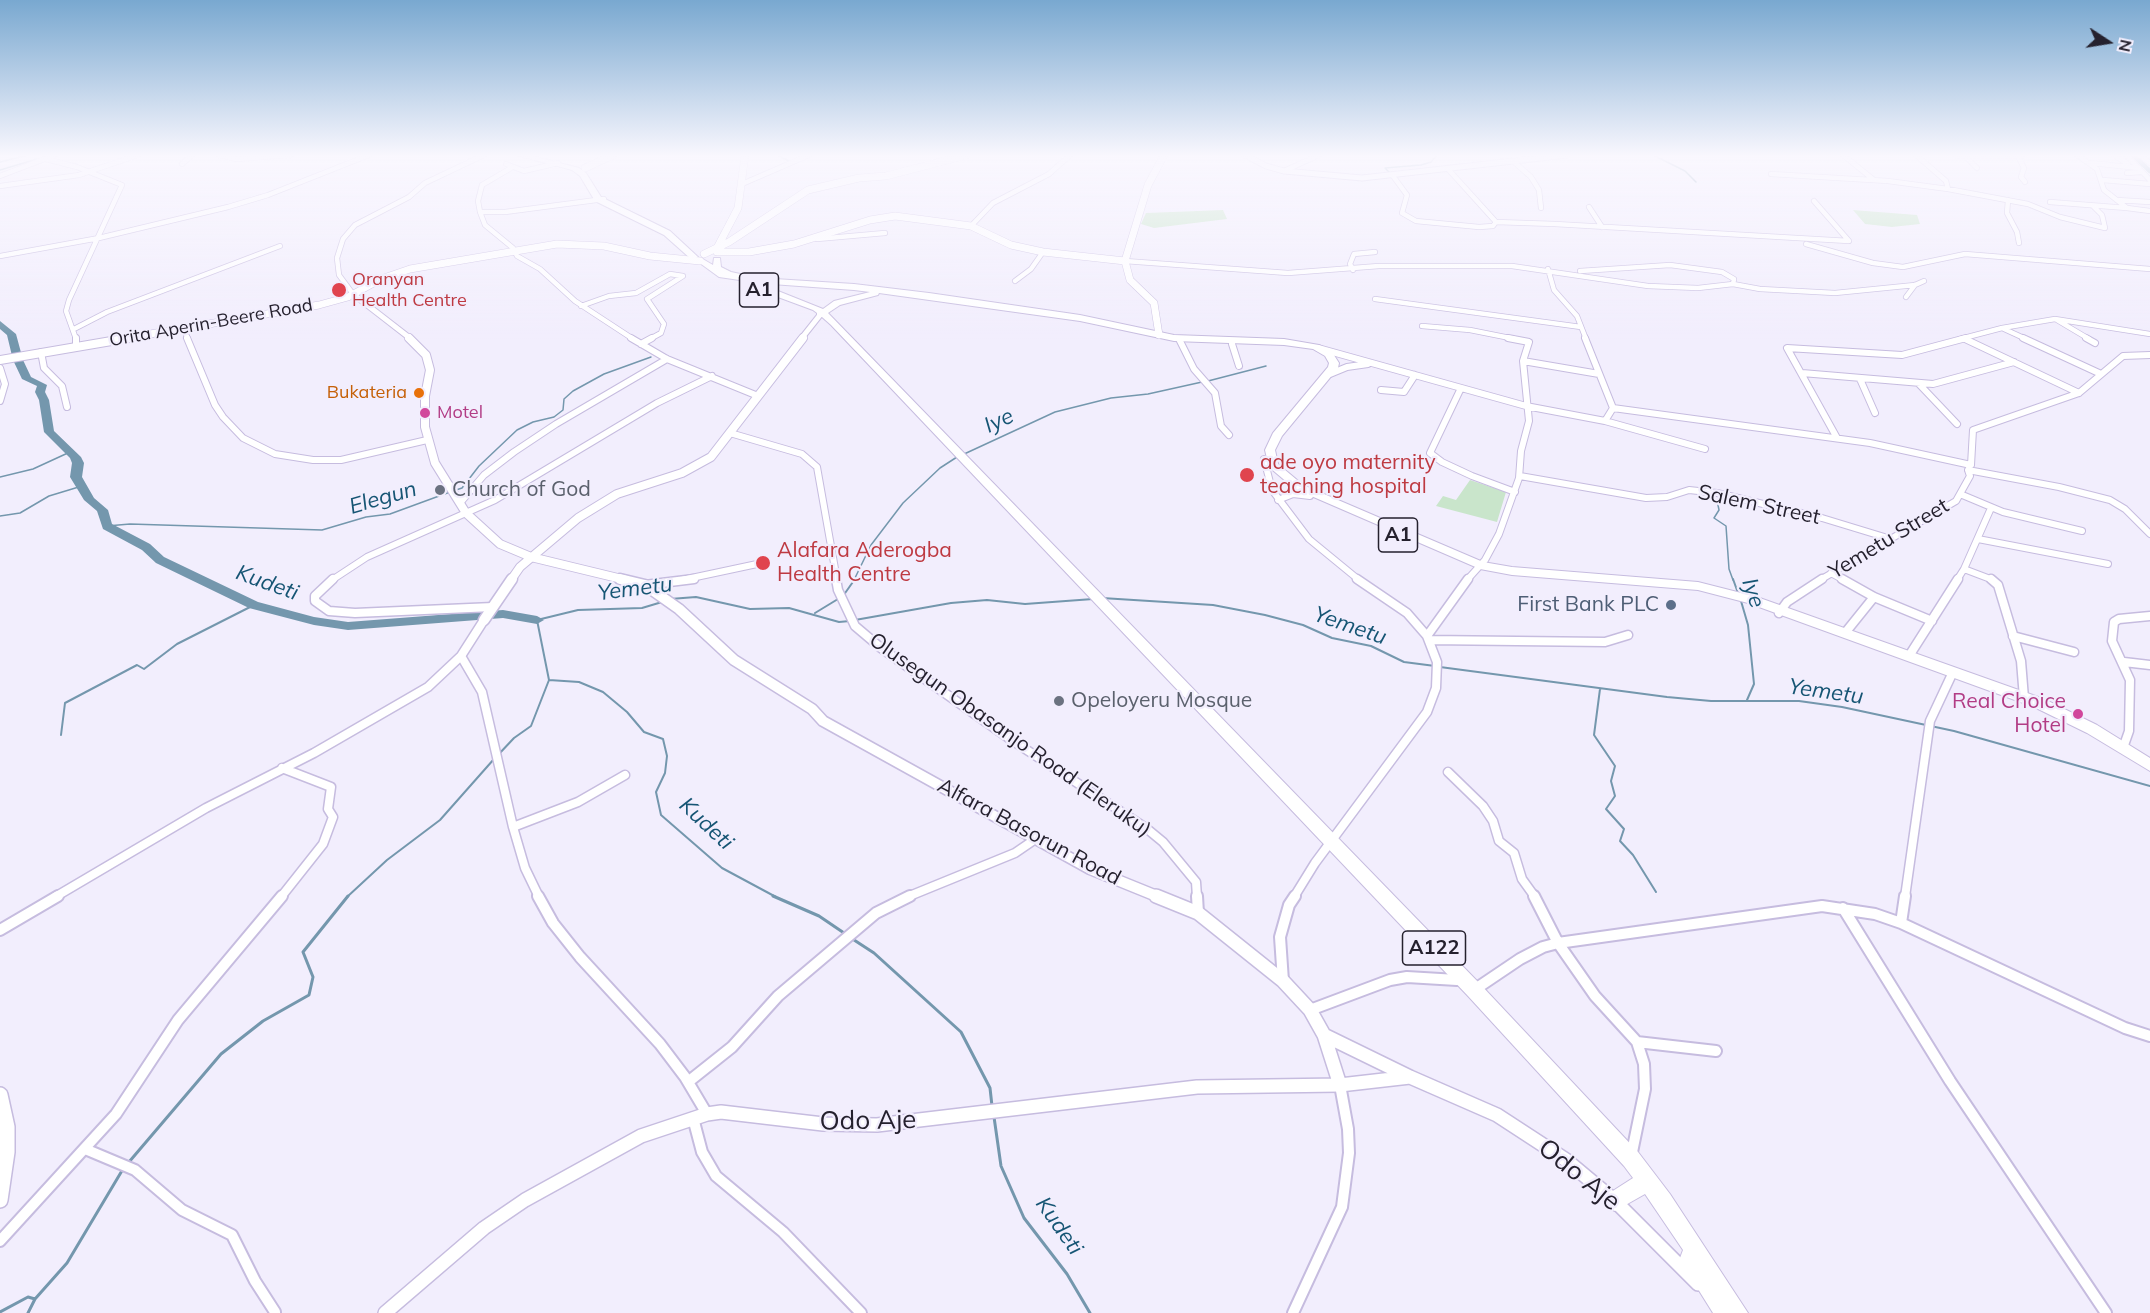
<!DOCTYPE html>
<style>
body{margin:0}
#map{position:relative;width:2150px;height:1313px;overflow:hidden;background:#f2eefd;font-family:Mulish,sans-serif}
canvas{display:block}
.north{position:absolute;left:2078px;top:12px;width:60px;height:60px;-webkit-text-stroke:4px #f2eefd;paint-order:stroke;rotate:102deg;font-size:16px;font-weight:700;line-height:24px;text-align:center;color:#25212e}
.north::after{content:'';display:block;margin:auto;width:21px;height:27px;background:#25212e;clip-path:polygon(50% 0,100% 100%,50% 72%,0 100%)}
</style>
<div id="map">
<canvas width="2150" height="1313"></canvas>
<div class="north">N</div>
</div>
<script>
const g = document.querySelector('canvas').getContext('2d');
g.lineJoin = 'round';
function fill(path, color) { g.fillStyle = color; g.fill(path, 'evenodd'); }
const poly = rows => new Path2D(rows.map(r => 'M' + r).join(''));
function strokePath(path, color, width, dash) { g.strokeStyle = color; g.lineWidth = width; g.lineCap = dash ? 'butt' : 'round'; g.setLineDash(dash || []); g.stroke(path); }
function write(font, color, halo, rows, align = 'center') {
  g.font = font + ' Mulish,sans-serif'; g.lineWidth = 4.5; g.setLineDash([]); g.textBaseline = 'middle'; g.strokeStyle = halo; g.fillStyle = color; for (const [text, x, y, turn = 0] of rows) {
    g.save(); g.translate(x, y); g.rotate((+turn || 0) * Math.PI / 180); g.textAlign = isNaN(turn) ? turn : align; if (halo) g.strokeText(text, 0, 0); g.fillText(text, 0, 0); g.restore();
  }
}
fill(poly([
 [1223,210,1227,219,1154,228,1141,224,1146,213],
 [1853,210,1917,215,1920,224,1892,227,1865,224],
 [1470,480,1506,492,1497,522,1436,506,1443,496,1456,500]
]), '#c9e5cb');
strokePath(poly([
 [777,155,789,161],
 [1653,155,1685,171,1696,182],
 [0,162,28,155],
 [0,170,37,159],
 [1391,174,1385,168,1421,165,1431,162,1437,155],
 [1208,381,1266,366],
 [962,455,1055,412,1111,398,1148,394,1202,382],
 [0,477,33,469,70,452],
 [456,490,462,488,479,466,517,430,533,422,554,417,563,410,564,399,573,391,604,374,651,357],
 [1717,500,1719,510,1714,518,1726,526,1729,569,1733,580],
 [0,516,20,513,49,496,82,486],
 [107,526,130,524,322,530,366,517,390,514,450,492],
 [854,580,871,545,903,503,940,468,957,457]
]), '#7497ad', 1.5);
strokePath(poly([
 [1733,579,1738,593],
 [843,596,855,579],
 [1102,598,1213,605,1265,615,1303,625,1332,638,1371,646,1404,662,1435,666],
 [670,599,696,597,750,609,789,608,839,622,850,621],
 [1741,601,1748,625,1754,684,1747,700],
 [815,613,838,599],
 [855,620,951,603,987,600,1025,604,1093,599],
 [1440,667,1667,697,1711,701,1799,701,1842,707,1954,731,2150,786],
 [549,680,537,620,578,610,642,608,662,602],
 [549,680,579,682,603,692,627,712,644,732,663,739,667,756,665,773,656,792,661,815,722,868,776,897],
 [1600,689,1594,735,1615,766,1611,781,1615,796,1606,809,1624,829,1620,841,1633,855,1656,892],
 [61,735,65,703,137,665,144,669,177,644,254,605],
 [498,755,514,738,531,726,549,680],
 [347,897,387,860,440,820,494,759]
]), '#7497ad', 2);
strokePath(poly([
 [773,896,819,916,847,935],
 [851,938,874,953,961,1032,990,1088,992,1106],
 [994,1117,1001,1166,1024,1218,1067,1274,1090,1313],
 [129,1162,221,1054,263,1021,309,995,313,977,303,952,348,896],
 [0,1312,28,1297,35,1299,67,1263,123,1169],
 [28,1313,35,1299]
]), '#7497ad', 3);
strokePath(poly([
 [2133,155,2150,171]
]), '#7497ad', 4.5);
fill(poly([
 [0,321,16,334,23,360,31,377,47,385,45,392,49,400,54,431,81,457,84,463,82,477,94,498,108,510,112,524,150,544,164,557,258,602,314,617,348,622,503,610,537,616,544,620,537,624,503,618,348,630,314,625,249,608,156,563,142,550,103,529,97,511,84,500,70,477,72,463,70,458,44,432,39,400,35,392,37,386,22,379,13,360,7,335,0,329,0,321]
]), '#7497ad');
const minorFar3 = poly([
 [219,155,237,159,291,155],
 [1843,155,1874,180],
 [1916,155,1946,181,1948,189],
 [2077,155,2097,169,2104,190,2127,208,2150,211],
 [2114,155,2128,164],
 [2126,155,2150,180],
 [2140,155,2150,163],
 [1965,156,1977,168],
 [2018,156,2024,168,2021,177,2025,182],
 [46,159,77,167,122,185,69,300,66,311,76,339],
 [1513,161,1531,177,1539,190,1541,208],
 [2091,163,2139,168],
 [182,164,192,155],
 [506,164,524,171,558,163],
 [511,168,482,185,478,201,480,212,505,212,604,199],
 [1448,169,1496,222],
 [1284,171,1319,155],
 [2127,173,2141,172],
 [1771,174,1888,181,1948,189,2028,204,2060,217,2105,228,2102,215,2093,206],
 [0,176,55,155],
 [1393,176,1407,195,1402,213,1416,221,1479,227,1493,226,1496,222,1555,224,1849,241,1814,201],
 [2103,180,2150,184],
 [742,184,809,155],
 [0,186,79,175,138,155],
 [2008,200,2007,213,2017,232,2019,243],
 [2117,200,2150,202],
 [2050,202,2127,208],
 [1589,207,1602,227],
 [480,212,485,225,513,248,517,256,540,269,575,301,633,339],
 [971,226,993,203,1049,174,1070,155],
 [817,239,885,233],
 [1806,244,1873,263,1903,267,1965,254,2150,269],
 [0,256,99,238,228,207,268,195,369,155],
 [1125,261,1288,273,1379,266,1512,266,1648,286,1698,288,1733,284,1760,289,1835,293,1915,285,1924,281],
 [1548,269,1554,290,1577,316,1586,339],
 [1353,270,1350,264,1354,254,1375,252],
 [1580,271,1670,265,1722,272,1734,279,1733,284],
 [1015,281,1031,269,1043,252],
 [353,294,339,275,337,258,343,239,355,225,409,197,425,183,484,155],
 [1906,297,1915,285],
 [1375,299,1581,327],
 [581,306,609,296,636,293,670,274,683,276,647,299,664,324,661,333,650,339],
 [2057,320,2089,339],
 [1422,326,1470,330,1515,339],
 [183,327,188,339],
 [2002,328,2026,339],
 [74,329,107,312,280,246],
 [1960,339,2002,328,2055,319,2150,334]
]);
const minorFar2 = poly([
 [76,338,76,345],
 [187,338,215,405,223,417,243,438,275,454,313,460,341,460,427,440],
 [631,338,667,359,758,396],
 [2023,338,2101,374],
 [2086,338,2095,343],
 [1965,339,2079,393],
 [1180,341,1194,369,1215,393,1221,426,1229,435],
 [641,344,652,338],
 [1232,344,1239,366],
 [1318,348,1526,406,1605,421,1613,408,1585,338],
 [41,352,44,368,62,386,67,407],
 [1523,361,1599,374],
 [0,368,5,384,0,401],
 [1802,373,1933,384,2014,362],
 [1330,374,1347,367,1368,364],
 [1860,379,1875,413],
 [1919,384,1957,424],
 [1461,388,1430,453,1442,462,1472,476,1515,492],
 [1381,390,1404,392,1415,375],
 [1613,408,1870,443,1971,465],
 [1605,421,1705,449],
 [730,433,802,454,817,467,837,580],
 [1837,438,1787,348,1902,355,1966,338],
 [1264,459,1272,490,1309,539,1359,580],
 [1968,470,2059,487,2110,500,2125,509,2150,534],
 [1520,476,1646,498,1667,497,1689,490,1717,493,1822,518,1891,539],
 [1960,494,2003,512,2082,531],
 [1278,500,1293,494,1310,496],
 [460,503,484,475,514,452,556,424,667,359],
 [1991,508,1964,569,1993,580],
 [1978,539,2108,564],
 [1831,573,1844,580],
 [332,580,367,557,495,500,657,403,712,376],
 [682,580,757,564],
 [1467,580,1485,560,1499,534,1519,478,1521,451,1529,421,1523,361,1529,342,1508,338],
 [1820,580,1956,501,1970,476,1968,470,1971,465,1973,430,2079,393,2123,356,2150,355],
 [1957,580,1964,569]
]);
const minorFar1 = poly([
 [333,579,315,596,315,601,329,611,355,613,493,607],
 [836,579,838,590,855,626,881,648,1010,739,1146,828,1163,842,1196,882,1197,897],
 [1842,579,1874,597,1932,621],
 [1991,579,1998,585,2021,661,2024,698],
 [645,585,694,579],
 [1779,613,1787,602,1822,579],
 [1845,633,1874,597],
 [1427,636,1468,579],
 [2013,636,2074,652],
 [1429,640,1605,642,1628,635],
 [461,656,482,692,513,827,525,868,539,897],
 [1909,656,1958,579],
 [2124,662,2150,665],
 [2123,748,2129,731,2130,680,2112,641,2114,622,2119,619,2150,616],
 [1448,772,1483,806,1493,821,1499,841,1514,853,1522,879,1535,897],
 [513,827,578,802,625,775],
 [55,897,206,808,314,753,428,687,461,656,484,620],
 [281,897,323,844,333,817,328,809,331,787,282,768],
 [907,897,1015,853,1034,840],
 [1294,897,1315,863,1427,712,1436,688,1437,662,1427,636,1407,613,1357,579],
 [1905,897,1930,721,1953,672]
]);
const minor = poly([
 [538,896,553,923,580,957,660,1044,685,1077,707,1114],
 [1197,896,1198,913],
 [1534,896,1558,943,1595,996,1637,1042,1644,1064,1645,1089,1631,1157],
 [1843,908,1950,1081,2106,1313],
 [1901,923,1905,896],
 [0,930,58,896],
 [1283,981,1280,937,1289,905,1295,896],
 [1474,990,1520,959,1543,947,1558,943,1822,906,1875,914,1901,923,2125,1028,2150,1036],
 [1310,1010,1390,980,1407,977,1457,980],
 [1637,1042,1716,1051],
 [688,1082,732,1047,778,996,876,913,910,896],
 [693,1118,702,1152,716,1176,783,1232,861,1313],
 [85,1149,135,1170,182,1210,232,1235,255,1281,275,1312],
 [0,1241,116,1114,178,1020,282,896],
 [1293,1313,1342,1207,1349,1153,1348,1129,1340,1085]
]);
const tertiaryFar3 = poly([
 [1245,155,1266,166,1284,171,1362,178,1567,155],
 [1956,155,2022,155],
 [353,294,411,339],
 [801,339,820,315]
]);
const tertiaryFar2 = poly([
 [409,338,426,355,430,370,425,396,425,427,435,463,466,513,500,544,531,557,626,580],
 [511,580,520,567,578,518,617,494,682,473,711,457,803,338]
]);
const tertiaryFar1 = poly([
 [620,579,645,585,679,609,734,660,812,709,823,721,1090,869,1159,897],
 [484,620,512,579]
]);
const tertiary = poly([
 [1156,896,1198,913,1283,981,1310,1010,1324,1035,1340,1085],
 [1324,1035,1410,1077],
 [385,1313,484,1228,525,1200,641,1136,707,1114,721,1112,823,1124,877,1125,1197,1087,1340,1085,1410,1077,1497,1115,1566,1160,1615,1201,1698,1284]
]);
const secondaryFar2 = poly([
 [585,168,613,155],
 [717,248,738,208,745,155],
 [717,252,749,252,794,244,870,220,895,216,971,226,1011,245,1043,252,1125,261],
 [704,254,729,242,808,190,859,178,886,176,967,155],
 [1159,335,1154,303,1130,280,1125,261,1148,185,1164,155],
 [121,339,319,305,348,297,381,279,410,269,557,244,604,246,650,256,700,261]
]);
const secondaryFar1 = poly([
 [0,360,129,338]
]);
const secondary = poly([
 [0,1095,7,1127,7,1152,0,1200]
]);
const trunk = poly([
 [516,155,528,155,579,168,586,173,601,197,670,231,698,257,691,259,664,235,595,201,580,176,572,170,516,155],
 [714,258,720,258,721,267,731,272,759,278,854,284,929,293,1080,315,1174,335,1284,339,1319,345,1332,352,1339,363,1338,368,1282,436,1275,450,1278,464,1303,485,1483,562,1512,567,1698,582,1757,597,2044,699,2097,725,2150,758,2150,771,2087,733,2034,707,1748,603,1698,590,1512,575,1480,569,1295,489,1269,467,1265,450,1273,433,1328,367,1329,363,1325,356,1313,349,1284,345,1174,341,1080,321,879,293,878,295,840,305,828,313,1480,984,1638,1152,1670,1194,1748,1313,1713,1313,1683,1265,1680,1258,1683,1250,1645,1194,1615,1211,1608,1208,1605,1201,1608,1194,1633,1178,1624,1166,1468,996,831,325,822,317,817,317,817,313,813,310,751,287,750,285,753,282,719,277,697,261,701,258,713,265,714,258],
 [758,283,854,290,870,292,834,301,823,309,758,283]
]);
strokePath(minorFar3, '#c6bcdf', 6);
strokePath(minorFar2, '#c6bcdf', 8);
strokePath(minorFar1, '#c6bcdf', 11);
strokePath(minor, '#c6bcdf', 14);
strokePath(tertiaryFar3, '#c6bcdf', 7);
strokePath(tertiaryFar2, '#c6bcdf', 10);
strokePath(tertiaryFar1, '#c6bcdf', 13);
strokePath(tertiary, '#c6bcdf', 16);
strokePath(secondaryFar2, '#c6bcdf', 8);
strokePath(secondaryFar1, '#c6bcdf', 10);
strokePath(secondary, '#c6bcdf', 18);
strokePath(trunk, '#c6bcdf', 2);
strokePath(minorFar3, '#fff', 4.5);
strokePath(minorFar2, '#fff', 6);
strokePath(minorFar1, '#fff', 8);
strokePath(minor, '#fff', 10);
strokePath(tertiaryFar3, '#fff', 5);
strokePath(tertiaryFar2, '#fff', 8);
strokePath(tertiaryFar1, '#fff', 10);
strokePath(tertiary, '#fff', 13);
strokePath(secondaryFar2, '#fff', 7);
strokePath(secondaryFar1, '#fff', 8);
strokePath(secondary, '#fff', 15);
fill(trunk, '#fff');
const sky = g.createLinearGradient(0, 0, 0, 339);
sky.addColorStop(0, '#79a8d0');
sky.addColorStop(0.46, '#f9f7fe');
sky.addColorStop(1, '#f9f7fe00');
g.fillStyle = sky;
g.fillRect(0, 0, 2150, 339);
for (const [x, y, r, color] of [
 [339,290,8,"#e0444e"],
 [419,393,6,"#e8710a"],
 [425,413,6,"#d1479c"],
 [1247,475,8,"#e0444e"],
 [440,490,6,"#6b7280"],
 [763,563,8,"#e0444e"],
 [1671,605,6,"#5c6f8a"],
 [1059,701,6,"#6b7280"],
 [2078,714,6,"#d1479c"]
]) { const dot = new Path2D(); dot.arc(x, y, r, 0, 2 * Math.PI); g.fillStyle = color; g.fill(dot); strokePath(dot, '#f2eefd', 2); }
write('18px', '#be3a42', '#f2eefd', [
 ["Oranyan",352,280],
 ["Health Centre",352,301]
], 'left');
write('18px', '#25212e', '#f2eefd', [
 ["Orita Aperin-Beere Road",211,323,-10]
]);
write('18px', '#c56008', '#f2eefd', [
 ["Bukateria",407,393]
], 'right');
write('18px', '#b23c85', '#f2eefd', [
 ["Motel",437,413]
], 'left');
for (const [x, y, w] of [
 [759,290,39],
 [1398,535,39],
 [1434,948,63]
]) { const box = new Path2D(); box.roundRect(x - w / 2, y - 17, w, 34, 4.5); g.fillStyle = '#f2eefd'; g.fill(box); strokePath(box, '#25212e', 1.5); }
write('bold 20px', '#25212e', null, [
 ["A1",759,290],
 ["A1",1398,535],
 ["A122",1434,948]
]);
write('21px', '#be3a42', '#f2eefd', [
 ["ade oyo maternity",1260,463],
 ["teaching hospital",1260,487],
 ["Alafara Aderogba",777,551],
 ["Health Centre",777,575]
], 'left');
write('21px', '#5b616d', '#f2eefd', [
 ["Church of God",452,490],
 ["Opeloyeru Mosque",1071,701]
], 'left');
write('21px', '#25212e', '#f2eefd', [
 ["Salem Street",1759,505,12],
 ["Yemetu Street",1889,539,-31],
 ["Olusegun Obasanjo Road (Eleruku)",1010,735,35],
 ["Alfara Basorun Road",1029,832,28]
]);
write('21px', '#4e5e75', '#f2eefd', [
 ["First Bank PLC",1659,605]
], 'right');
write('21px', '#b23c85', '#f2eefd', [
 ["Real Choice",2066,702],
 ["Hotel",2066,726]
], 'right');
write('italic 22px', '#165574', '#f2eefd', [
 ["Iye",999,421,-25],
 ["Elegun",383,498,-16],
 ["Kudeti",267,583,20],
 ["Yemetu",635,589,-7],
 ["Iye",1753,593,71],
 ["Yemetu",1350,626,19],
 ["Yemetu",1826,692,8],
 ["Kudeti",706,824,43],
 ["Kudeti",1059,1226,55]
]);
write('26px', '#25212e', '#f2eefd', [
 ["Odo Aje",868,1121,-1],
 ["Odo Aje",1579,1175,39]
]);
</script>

**Problem description:**
Restate word for word each line from the top of the listing down to and including the line that holds "g.font = font". Drop any pictures.

**Exercise answer:**
<!DOCTYPE html>
<style>
body{margin:0}
#map{position:relative;width:2150px;height:1313px;overflow:hidden;background:#f2eefd;font-family:Mulish,sans-serif}
canvas{display:block}
.north{position:absolute;left:2078px;top:12px;width:60px;height:60px;-webkit-text-stroke:4px #f2eefd;paint-order:stroke;rotate:102deg;font-size:16px;font-weight:700;line-height:24px;text-align:center;color:#25212e}
.north::after{content:'';display:block;margin:auto;width:21px;height:27px;background:#25212e;clip-path:polygon(50% 0,100% 100%,50% 72%,0 100%)}
</style>
<div id="map">
<canvas width="2150" height="1313"></canvas>
<div class="north">N</div>
</div>
<script>
const g = document.querySelector('canvas').getContext('2d');
g.lineJoin = 'round';
function fill(path, color) { g.fillStyle = color; g.fill(path, 'evenodd'); }
const poly = rows => new Path2D(rows.map(r => 'M' + r).join(''));
function strokePath(path, color, width, dash) { g.strokeStyle = color; g.lineWidth = width; g.lineCap = dash ? 'butt' : 'round'; g.setLineDash(dash || []); g.stroke(path); }
function write(font, color, halo, rows, align = 'center') {
  g.font = font + ' Mulish,sans-serif'; g.lineWidth = 4.5; g.setLineDash([]); g.textBaseline = 'middle'; g.strokeStyle = halo; g.fillStyle = color; for (const [text, x, y, turn = 0] of rows) {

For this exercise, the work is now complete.